Re: [Quickfix-developers] Network disconnect recovery testing

SourceForge Headquarters 1320 Columbia Street Suite 310 San Diego, CA 92101 +1 (858) 422-6466

Hi Dermot!

On Mon, Apr 17, 2017 at 5:45 AM,  <daw...@ya...> wrote:
> ...
> Hi Mike,
>
> Just getting back to orders that are sent (and don't go anywhere) during network downtime - is there a recommended approach to identifying and cleaning these up? I'm thinking to just run a process every minute or so that checks "if currently logged on and order hasn't been acked in the last minute then delete from database". What do you think?

Some words of advice from the trenches ...

Think through your recovery strategy carefully (as you seem to
be doing).

First, if you send an order and receive an ack, then your counter-
party has accepted responsibility for that order.  (Hopefully he
fulfills his responsibility.)

If you try to send an order and don't receive an ack, you don't
know whether your counter-party has it or not.  (Send order,
receive and process order, send ack -- network goes down --
don't receive ack.  Note, in this scenario, your counter-party
doesn't know -- until and unless you request a gap fill -- that
you didn't receive the ack.  FIX doesn't ack acks.)  Note, this
means that you REALLY don't want to delete unacked orders
from your database and forget about them -- they might be
live on your counter-party's side.  So you need, at least, to
put them in some kind of limbo state, and have a protocol
for cleaning them up (or leaving them live when you get your
ack after a reconnect and gap fill).

You need to decide on a business protocol for handling network
outages.  Some counter-parties will let you (or require) that you
have them (pre-arranged -- not via FIX) auto-cancel any orders
if connectivity drops.  Note such a "cure" can be worse than the
problem if your network goes down for a few milliseconds or a
few seconds or even a few minutes.  It depends on your use case.

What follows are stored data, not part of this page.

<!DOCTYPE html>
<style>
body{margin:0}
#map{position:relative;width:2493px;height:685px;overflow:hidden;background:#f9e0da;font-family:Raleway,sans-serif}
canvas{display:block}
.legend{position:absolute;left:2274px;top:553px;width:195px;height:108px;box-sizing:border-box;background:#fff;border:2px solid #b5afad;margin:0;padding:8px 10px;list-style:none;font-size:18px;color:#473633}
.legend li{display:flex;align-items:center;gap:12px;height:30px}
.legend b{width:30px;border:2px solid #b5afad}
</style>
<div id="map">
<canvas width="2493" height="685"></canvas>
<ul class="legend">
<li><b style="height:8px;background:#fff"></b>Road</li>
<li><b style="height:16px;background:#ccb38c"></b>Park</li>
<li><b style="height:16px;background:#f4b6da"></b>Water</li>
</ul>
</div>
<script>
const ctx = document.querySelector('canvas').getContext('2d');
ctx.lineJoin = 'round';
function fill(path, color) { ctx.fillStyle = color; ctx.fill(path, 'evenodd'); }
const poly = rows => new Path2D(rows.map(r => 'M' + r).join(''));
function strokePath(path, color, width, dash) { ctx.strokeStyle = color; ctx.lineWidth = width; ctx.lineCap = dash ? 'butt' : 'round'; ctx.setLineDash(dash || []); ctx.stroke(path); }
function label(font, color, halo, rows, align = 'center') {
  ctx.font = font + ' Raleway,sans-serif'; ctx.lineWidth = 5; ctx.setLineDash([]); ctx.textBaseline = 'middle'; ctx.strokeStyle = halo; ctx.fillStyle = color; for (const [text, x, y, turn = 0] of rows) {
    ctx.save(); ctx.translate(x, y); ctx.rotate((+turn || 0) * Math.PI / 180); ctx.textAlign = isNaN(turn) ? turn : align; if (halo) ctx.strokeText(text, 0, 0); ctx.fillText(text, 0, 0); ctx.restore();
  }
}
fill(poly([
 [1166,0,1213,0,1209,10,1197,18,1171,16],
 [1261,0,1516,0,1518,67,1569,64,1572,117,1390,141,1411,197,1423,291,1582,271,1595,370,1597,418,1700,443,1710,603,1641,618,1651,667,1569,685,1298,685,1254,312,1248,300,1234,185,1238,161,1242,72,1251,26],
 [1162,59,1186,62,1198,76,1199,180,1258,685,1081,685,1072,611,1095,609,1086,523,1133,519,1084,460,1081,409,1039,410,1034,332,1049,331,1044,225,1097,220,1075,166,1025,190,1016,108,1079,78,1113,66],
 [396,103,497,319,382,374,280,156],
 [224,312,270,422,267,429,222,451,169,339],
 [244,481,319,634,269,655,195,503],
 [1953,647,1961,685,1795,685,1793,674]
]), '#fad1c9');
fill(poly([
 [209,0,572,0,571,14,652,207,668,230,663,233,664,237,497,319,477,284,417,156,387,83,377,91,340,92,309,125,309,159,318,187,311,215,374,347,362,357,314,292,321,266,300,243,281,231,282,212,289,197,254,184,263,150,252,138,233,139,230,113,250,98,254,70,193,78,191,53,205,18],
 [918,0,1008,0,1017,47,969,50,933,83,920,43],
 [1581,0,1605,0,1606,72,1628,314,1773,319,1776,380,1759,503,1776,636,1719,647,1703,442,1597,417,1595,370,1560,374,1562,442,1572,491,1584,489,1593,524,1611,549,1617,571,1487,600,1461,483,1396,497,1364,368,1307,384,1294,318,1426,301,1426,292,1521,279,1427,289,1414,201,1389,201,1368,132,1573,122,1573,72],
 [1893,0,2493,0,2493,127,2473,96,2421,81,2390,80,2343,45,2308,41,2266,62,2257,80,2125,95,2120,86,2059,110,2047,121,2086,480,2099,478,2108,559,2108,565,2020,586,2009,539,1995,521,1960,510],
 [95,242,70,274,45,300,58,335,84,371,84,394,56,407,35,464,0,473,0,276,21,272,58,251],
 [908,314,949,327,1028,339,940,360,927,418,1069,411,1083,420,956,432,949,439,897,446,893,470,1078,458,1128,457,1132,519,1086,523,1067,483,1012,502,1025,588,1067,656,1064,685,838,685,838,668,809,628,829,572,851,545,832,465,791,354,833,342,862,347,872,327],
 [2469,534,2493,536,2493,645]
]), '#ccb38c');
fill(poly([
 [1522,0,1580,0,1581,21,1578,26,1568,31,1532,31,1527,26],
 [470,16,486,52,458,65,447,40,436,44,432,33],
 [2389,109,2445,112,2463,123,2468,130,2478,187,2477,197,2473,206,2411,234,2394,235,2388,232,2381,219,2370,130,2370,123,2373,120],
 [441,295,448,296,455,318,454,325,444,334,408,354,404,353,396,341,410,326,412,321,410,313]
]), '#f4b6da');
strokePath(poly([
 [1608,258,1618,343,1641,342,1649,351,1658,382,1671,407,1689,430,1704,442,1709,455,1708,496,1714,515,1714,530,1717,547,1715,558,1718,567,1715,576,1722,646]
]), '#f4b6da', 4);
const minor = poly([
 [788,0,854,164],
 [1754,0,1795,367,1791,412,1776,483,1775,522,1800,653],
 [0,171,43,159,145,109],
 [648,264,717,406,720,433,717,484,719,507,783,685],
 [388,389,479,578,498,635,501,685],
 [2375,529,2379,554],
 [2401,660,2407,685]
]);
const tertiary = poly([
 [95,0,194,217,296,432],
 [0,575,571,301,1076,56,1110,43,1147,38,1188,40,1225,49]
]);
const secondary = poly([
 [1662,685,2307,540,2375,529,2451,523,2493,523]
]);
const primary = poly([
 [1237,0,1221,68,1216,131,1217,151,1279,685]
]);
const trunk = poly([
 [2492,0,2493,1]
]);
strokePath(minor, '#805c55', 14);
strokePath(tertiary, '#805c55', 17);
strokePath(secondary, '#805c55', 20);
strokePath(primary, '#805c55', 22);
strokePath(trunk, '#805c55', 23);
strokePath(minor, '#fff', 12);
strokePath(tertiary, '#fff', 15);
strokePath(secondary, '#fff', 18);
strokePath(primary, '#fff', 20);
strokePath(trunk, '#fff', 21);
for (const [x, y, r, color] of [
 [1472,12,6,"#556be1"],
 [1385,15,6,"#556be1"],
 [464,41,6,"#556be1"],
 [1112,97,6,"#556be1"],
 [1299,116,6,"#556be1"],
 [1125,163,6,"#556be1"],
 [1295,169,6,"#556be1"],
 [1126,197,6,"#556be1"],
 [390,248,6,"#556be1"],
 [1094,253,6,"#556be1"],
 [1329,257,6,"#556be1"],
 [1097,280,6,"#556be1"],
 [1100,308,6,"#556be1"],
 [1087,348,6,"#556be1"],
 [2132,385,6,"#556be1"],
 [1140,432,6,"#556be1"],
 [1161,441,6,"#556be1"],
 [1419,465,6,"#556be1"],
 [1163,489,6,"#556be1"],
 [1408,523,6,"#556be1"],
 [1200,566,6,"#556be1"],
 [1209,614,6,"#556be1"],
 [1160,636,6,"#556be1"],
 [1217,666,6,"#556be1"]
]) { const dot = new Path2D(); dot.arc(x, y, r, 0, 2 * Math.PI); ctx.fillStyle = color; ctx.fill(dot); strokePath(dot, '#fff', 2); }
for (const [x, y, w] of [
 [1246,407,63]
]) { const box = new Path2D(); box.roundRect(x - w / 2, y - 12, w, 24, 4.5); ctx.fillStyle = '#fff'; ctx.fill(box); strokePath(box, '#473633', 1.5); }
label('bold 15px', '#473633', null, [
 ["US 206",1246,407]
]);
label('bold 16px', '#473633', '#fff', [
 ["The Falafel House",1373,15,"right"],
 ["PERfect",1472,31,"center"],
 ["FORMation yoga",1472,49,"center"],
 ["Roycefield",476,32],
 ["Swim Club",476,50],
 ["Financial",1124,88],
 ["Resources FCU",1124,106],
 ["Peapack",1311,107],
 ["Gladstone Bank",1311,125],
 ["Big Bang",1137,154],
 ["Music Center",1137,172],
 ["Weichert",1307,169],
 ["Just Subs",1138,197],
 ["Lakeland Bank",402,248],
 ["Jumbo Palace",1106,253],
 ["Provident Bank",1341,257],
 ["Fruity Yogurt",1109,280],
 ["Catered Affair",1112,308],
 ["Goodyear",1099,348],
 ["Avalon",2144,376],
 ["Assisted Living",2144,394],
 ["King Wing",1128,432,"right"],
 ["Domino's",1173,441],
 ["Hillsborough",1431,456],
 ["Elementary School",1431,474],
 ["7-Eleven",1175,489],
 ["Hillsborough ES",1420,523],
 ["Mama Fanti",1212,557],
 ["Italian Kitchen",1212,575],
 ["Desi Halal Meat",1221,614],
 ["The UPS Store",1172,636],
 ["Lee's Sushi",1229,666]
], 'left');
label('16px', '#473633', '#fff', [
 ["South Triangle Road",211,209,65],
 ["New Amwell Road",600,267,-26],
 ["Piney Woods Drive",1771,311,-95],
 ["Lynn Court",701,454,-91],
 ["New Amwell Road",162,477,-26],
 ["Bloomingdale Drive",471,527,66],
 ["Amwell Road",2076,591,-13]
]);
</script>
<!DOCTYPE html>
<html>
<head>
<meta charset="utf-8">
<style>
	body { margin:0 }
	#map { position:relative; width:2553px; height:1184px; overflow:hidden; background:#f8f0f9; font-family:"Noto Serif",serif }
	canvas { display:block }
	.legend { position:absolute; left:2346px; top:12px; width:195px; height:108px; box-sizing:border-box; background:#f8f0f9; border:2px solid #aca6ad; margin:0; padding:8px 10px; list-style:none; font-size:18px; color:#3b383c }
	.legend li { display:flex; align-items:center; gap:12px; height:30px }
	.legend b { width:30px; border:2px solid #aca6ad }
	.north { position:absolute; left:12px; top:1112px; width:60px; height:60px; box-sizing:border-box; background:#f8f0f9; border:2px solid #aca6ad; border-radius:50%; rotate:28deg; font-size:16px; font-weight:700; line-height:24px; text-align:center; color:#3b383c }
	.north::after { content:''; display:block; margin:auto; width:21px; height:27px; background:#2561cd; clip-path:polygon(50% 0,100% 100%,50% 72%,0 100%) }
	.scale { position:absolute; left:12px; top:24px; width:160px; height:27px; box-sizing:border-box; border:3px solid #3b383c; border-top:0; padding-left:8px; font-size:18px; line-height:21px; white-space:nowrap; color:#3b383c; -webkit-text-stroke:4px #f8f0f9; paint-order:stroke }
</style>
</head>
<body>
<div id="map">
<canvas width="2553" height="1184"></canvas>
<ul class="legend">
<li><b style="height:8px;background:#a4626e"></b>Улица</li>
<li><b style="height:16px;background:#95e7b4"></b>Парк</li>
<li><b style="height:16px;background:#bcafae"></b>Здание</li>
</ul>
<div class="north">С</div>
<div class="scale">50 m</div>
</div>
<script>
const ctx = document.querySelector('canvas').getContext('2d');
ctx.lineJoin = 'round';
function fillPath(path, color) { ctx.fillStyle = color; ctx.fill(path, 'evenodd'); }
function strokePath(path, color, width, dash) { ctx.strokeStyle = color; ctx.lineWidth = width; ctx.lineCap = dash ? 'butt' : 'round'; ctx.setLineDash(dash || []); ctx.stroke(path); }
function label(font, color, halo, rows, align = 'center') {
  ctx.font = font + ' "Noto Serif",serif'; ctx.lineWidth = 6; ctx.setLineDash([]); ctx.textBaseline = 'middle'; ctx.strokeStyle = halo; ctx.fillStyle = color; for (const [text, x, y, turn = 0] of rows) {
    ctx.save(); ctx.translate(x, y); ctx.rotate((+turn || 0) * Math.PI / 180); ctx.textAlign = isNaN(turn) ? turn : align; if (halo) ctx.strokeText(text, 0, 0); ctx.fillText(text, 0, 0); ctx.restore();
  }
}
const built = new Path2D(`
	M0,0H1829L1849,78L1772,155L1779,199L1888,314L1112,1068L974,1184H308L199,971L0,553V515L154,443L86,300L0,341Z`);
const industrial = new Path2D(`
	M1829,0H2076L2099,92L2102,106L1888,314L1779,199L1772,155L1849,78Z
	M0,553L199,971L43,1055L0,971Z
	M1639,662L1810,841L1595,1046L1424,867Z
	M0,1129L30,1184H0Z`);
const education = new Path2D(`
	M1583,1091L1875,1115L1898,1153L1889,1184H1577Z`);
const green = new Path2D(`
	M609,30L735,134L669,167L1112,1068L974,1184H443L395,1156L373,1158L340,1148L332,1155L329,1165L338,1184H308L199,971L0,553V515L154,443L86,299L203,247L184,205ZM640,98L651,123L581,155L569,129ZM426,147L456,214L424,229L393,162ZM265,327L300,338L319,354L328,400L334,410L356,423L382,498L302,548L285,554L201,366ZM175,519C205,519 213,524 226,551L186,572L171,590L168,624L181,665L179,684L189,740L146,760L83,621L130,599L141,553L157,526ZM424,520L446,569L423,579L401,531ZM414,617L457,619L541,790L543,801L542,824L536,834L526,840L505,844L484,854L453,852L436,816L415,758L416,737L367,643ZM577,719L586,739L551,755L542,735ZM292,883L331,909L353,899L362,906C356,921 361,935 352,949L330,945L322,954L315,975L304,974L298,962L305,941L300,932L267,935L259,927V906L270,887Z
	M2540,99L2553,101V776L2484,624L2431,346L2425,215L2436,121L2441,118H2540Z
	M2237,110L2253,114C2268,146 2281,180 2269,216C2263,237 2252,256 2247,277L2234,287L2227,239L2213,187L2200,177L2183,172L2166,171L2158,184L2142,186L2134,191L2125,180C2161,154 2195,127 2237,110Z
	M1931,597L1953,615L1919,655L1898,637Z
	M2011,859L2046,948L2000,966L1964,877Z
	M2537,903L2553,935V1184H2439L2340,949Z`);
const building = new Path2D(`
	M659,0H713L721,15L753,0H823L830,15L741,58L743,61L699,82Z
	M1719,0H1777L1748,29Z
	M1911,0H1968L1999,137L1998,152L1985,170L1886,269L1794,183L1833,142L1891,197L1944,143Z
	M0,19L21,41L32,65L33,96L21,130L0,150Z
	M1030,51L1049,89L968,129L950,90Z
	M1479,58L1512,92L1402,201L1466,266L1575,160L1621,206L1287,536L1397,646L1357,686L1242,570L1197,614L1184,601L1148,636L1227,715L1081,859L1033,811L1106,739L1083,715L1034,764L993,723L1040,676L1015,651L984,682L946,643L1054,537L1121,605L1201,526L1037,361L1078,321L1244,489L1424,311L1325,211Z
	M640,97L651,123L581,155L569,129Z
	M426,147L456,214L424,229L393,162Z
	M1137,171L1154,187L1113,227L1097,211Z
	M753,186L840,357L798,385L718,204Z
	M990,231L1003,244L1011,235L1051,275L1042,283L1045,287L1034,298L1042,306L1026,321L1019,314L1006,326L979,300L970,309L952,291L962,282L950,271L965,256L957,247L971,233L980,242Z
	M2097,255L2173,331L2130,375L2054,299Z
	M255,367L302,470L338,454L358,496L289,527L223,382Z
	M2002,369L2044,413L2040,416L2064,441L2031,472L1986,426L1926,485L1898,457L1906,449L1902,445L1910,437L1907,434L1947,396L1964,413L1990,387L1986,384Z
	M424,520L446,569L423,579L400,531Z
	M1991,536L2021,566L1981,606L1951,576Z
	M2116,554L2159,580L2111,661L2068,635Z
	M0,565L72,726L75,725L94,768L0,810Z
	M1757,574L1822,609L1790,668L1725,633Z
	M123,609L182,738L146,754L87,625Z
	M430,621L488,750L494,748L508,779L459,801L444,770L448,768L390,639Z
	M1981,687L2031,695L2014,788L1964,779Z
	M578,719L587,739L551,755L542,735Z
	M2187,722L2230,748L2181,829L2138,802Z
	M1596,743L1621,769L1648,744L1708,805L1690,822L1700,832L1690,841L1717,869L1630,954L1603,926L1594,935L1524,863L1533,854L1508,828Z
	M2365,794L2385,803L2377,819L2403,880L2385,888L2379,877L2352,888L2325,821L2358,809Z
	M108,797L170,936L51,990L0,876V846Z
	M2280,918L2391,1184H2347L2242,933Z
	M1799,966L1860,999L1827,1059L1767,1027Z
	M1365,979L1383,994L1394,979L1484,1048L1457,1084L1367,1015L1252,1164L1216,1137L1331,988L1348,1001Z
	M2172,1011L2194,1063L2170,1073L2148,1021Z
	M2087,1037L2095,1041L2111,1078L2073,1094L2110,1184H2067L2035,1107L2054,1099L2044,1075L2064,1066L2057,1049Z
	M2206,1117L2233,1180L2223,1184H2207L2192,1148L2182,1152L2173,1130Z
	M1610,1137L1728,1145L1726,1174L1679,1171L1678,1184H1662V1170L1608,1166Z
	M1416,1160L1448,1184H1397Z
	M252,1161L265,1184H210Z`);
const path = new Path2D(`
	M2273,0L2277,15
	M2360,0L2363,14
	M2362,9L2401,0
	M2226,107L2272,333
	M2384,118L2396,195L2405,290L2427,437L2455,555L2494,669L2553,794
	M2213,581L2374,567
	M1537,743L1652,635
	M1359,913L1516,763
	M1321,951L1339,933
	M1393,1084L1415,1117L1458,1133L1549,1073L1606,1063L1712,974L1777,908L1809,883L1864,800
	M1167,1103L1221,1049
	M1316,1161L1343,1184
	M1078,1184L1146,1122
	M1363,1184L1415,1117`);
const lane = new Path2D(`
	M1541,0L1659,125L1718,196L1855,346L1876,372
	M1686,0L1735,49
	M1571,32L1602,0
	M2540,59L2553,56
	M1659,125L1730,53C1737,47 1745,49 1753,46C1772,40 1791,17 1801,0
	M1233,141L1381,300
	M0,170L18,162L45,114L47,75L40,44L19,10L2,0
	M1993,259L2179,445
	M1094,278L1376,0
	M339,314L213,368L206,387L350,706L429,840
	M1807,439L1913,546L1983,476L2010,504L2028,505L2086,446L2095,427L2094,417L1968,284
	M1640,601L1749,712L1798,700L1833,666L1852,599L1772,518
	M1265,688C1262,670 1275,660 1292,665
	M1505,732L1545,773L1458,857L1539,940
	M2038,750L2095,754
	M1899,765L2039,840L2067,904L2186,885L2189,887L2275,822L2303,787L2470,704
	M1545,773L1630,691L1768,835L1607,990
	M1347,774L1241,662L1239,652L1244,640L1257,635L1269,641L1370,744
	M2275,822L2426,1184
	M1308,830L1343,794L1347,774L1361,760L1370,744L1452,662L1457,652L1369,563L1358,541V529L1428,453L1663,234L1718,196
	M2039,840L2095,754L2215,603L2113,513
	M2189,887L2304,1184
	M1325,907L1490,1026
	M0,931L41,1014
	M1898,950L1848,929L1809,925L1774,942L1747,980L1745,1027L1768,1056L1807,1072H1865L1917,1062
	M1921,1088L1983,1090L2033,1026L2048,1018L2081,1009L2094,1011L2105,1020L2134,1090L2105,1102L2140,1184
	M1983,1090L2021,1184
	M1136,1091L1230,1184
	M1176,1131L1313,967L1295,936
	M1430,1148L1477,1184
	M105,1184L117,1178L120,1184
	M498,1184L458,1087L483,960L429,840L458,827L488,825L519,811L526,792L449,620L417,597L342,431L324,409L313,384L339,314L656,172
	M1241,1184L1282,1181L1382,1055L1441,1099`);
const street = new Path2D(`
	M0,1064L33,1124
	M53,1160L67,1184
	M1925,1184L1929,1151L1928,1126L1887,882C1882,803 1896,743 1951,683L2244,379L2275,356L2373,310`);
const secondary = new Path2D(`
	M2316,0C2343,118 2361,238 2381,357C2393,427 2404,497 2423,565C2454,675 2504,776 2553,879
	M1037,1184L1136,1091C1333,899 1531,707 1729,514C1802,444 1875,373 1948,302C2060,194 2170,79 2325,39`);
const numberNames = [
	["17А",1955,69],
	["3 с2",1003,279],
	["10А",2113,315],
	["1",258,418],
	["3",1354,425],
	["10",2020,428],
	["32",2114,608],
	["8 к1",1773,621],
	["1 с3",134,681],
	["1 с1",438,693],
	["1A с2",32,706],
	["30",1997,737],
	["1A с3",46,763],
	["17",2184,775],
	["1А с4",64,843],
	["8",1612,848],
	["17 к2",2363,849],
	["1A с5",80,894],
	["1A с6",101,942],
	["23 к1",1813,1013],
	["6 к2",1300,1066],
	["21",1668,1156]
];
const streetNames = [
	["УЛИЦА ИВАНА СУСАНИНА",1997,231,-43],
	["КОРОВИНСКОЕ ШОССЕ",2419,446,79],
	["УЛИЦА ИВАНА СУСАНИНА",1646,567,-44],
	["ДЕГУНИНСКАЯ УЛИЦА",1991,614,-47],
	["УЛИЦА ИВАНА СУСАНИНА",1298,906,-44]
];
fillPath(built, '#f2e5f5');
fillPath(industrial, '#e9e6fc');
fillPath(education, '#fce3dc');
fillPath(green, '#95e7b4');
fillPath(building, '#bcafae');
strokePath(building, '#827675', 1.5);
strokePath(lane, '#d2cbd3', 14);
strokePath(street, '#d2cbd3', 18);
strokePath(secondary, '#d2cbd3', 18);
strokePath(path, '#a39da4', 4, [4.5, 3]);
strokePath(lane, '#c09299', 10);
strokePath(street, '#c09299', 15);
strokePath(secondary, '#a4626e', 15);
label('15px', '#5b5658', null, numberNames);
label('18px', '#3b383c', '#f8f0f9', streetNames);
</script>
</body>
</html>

Similarly, you need to decide what you want to do with orders
that you have attempted to issue but haven't sent yet.  Again,
if the outage was only for a few milliseconds or seconds, you
might be best to just send them.

The problem is with orders that you might have sent.  You can't
really not resend them in a gap fill because that could be
inconsistent with the traffic you counter-party has already seen.
You could negotiate with your counter-party an "auto-cancel" policy
for new, previously unseen orders that come in a gap fill.

Let's say you do decide to filter out (somehow) possibly unsent traffic
when gap filling after an outage.  While you might want to "filter out"
new orders (or have your counter-party ignore / auto-cancel them)
you almost certainly do not want to filter out possibly unsent cancel
requests.

You are right that it makes a lot of sense to monitor whether you
have connectivity with your counter-party.  Note there are several
levels to this:

Business "connectivity" -- e.g., receive acks
FIX connectivity -- heartbeats, isLoggedOn
Network connectivity -- e.g., a free-standing "ping" watchdog

It does make sense -- to reduce potential gap-fill load and economic
exposure if you don't manage a timely reconnect -- to pause
sending orders on your side if you detect possible connectivity
interruption.  You may or may not wish to queue up such unsent
traffic to send if you reestablish connectivity after a "short" amount
of time.  Note, there is real business logic in how you decide to
handle this.  Would you really not want to send cancel requests
that you generated and got queued up during a (real or imagined)
loss of connectivity?

Repeating two key points:

It is well worth designing your recovery strategy with care.

The details of your strategy will depend on your specific business
use case -- auto-cancellation policies, how long an outage puts
you into a clean-up mode, rather than recovering and proceeding
normally (keeping orders live, etc.).

And last:  Test to the extent you can afford and your business requires.
I have NEVER seen automated recovery work completely correctly in
institutional environments -- even with reasonably well-tested systems.
(I'm not saying it can't happen -- I've just never seen it.)

> Dermot

Good luck.

K. Frank